A limited liability company is said to have a separate legal existence separate from the shareholders and its managers. It is said to be a separate legal entity. Any suits instituted against the company do not affect the shareholders. The company name is protected and cannot be used by any other establishment.

A limited liability company is also said to have everlasting life once it has been formed. Termination can only take place in the event that it is wound-up, liquidated or by order of a court of law.

Beneficiaries of pension schemes enjoy better benefits than the beneficiaries of other types of pension schemes. In this form of business it is relatively easy to introduce other investors and shareholders.

The major disadvantage of this business form is that requires a lot of money to establish as compared to a general partnership or a sole proprietorship. It is therefore difficult for individuals who do not have a lot of money to establish such a company.

2. a) Insight ventures' valuation of the company

The valuation provided by Insight venture capitalists in the form of the term sheet provided the investment amount as $3,000,000. They further provided that the percentage and total equity owned would be: $3,000,000 which would represent 45% of the ownership interest in the company. This percentage is greater than what the founders/ entrepreneurs had anticipated. To ensure that they are able to pursue this venture capital which they consider the best deal they are likely to be offered, certain steps have to be taken.

The first step would be to reduce the percentage of controlling interests that the venture capitalists own. This would be essential so as to ensure that the founders/ entrepreneurs retain controlling interests in the company. It would also ensure that their original idea/ business plan is not tampered with. Despite the fact that this offer is a very good one it is not worth it if they will lose their company in the process of acquiring a capital source.

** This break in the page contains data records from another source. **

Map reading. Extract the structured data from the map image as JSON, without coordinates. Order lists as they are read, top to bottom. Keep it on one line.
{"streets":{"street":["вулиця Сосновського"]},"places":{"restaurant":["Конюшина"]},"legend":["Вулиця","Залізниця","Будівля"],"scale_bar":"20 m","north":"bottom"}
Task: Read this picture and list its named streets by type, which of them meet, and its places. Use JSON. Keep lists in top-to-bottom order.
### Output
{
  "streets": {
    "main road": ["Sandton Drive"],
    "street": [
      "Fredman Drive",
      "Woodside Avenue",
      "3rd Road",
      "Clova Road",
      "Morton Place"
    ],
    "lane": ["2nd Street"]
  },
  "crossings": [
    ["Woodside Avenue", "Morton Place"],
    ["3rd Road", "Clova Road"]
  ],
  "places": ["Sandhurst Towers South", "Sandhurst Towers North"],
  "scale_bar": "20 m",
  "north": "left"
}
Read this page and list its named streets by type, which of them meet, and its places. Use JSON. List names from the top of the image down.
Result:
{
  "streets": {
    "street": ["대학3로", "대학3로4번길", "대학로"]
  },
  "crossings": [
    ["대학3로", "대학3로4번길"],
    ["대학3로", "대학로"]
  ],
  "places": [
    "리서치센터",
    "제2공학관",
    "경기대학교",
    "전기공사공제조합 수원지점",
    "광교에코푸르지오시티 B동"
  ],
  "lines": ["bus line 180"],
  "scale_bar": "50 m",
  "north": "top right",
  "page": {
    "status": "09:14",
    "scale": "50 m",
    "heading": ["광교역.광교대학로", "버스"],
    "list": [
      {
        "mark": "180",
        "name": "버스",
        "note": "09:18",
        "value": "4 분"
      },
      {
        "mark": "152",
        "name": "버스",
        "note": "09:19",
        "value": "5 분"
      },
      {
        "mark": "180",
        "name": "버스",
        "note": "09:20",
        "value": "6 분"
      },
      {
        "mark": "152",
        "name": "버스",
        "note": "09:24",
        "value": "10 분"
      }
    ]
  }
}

The provision that the board of directors will be composed of individuals who are specified by the investor is also not appropriate. The initial plan was that the original founders of Return Logic, inc would all be equal partners to this extent then it would be unreasonable for them to sit down and select one among them who would take up the role of CEO. This requirement that there should only be one CEO selected from the three entrepreneurs would also create a rift between them as is already evident. This would eventually lead to a breakdown of the original company and their vision would be lost.

The provision that the investor has a right of first refusal when it comes to purchase of any securities of the company which the founders intend to sell or transfer to a third party renders the decision making powers of the investors inferior to those of the investors.

In my opinion, this valuation sets out to infringe upon the rights of the founders. This exhibited throughout the term sheet. For instance, the anti-dilution protection clause provides that the investor will have the right to proportional adjustments for stock dividends, mergers, reorganization or recapitalization. This clause further allows for the adjustment in the conversion price based on the percentage of the company which is being sold at a lower price.

Insight ventures' valuation of the company is in a way both good and bad. It is bad to the extent that it sets out to infringe upon the rights of the current equity owners, and it is good to the extent that it estimates the values of the 45% of the ownership interests as $300,000.